■ **DATASET CONTENT**:
┄┄┄┄┄┄

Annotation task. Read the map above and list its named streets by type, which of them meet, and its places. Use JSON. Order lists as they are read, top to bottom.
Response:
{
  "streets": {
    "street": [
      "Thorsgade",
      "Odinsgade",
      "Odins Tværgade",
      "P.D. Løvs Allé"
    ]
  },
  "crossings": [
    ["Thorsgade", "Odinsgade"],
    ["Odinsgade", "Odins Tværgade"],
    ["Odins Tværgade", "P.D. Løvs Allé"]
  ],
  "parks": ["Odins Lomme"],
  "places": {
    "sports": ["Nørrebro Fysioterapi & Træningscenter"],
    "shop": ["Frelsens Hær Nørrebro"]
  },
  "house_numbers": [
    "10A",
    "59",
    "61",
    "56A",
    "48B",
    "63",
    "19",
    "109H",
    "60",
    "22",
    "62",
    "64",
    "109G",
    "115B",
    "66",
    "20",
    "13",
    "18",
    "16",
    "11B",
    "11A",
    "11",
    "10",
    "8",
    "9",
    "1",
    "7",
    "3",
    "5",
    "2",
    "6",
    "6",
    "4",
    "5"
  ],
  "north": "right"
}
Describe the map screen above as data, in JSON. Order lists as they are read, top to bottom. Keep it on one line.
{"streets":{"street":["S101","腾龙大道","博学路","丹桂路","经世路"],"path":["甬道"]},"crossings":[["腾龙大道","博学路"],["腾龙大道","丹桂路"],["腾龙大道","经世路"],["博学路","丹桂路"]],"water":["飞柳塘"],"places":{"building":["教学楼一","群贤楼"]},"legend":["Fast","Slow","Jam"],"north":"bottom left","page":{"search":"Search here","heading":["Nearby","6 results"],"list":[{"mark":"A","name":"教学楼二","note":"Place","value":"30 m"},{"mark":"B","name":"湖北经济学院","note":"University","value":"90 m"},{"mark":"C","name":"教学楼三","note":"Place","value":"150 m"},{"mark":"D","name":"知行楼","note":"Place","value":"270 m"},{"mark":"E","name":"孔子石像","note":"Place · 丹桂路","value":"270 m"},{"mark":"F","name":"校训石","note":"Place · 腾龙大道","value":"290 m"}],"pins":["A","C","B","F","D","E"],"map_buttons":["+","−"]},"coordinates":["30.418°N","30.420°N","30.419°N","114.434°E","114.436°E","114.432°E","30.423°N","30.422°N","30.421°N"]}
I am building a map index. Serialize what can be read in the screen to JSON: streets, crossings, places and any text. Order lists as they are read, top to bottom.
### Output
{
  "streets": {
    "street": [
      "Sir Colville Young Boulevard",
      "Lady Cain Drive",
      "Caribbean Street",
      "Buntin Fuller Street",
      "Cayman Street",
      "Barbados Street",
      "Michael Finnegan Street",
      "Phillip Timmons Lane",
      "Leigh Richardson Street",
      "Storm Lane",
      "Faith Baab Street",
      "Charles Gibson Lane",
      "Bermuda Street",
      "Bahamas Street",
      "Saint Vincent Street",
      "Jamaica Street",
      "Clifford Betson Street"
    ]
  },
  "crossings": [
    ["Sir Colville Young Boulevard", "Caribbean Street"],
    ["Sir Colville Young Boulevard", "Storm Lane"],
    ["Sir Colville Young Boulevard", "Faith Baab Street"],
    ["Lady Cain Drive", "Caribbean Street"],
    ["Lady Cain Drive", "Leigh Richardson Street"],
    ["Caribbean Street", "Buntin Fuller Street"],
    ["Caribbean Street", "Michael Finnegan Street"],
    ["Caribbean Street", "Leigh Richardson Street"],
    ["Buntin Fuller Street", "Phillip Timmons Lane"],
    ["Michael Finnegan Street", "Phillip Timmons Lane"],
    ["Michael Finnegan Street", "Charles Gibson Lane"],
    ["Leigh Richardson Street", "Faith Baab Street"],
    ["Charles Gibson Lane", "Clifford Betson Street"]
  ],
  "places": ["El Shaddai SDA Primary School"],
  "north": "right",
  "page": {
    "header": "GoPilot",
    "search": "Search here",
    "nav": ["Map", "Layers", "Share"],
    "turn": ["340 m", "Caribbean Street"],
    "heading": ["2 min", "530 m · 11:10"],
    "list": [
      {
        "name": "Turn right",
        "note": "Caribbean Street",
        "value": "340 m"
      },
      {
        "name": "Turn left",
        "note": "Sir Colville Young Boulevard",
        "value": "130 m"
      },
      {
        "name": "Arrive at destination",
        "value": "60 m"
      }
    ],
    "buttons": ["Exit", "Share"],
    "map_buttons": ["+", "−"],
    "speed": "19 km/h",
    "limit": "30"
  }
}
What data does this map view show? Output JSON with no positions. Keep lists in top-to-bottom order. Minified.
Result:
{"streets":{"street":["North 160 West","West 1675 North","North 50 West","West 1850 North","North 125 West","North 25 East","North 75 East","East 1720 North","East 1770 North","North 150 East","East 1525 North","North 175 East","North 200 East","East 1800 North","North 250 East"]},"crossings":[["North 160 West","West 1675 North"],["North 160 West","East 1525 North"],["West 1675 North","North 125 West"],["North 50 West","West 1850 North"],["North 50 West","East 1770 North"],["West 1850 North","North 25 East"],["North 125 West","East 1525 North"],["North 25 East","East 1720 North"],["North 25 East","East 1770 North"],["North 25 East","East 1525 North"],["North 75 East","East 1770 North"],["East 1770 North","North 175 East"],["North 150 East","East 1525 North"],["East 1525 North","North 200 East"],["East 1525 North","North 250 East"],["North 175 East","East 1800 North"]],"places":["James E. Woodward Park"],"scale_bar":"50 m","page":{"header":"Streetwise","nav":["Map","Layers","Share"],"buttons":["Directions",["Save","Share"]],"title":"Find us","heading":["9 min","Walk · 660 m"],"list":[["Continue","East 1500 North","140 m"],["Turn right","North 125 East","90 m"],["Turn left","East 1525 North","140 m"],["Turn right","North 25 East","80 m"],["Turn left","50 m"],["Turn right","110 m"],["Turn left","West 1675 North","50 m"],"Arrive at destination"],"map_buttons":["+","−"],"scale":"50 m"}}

┄┄┄┄┄┄

■ **EXERCISE**:
Write the entries out once more, exactly as they appear.

■ **ANSWER TO THE PROBLEM**:
Annotation task. Read the map above and list its named streets by type, which of them meet, and its places. Use JSON. Order lists as they are read, top to bottom.
Response:
{
  "streets": {
    "street": [
      "Thorsgade",
      "Odinsgade",
      "Odins Tværgade",
      "P.D. Løvs Allé"
    ]
  },
  "crossings": [
    ["Thorsgade", "Odinsgade"],
    ["Odinsgade", "Odins Tværgade"],
    ["Odins Tværgade", "P.D. Løvs Allé"]
  ],
  "parks": ["Odins Lomme"],
  "places": {
    "sports": ["Nørrebro Fysioterapi & Træningscenter"],
    "shop": ["Frelsens Hær Nørrebro"]
  },
  "house_numbers": [
    "10A",
    "59",
    "61",
    "56A",
    "48B",
    "63",
    "19",
    "109H",
    "60",
    "22",
    "62",
    "64",
    "109G",
    "115B",
    "66",
    "20",
    "13",
    "18",
    "16",
    "11B",
    "11A",
    "11",
    "10",
    "8",
    "9",
    "1",
    "7",
    "3",
    "5",
    "2",
    "6",
    "6",
    "4",
    "5"
  ],
  "north": "right"
}
Describe the map screen above as data, in JSON. Order lists as they are read, top to bottom. Keep it on one line.
{"streets":{"street":["S101","腾龙大道","博学路","丹桂路","经世路"],"path":["甬道"]},"crossings":[["腾龙大道","博学路"],["腾龙大道","丹桂路"],["腾龙大道","经世路"],["博学路","丹桂路"]],"water":["飞柳塘"],"places":{"building":["教学楼一","群贤楼"]},"legend":["Fast","Slow","Jam"],"north":"bottom left","page":{"search":"Search here","heading":["Nearby","6 results"],"list":[{"mark":"A","name":"教学楼二","note":"Place","value":"30 m"},{"mark":"B","name":"湖北经济学院","note":"University","value":"90 m"},{"mark":"C","name":"教学楼三","note":"Place","value":"150 m"},{"mark":"D","name":"知行楼","note":"Place","value":"270 m"},{"mark":"E","name":"孔子石像","note":"Place · 丹桂路","value":"270 m"},{"mark":"F","name":"校训石","note":"Place · 腾龙大道","value":"290 m"}],"pins":["A","C","B","F","D","E"],"map_buttons":["+","−"]},"coordinates":["30.418°N","30.420°N","30.419°N","114.434°E","114.436°E","114.432°E","30.423°N","30.422°N","30.421°N"]}
I am building a map index. Serialize what can be read in the screen to JSON: streets, crossings, places and any text. Order lists as they are read, top to bottom.
### Output
{
  "streets": {
    "street": [
      "Sir Colville Young Boulevard",
      "Lady Cain Drive",
      "Caribbean Street",
      "Buntin Fuller Street",
      "Cayman Street",
      "Barbados Street",
      "Michael Finnegan Street",
      "Phillip Timmons Lane",
      "Leigh Richardson Street",
      "Storm Lane",
      "Faith Baab Street",
      "Charles Gibson Lane",
      "Bermuda Street",
      "Bahamas Street",
      "Saint Vincent Street",
      "Jamaica Street",
      "Clifford Betson Street"
    ]
  },
  "crossings": [
    ["Sir Colville Young Boulevard", "Caribbean Street"],
    ["Sir Colville Young Boulevard", "Storm Lane"],
    ["Sir Colville Young Boulevard", "Faith Baab Street"],
    ["Lady Cain Drive", "Caribbean Street"],
    ["Lady Cain Drive", "Leigh Richardson Street"],
    ["Caribbean Street", "Buntin Fuller Street"],
    ["Caribbean Street", "Michael Finnegan Street"],
    ["Caribbean Street", "Leigh Richardson Street"],
    ["Buntin Fuller Street", "Phillip Timmons Lane"],
    ["Michael Finnegan Street", "Phillip Timmons Lane"],
    ["Michael Finnegan Street", "Charles Gibson Lane"],
    ["Leigh Richardson Street", "Faith Baab Street"],
    ["Charles Gibson Lane", "Clifford Betson Street"]
  ],
  "places": ["El Shaddai SDA Primary School"],
  "north": "right",
  "page": {
    "header": "GoPilot",
    "search": "Search here",
    "nav": ["Map", "Layers", "Share"],
    "turn": ["340 m", "Caribbean Street"],
    "heading": ["2 min", "530 m · 11:10"],
    "list": [
      {
        "name": "Turn right",
        "note": "Caribbean Street",
        "value": "340 m"
      },
      {
        "name": "Turn left",
        "note": "Sir Colville Young Boulevard",
        "value": "130 m"
      },
      {
        "name": "Arrive at destination",
        "value": "60 m"
      }
    ],
    "buttons": ["Exit", "Share"],
    "map_buttons": ["+", "−"],
    "speed": "19 km/h",
    "limit": "30"
  }
}
What data does this map view show? Output JSON with no positions. Keep lists in top-to-bottom order. Minified.
Result:
{"streets":{"street":["North 160 West","West 1675 North","North 50 West","West 1850 North","North 125 West","North 25 East","North 75 East","East 1720 North","East 1770 North","North 150 East","East 1525 North","North 175 East","North 200 East","East 1800 North","North 250 East"]},"crossings":[["North 160 West","West 1675 North"],["North 160 West","East 1525 North"],["West 1675 North","North 125 West"],["North 50 West","West 1850 North"],["North 50 West","East 1770 North"],["West 1850 North","North 25 East"],["North 125 West","East 1525 North"],["North 25 East","East 1720 North"],["North 25 East","East 1770 North"],["North 25 East","East 1525 North"],["North 75 East","East 1770 North"],["East 1770 North","North 175 East"],["North 150 East","East 1525 North"],["East 1525 North","North 200 East"],["East 1525 North","North 250 East"],["North 175 East","East 1800 North"]],"places":["James E. Woodward Park"],"scale_bar":"50 m","page":{"header":"Streetwise","nav":["Map","Layers","Share"],"buttons":["Directions",["Save","Share"]],"title":"Find us","heading":["9 min","Walk · 660 m"],"list":[["Continue","East 1500 North","140 m"],["Turn right","North 125 East","90 m"],["Turn left","East 1525 North","140 m"],["Turn right","North 25 East","80 m"],["Turn left","50 m"],["Turn right","110 m"],["Turn left","West 1675 North","50 m"],"Arrive at destination"],"map_buttons":["+","−"],"scale":"50 m"}}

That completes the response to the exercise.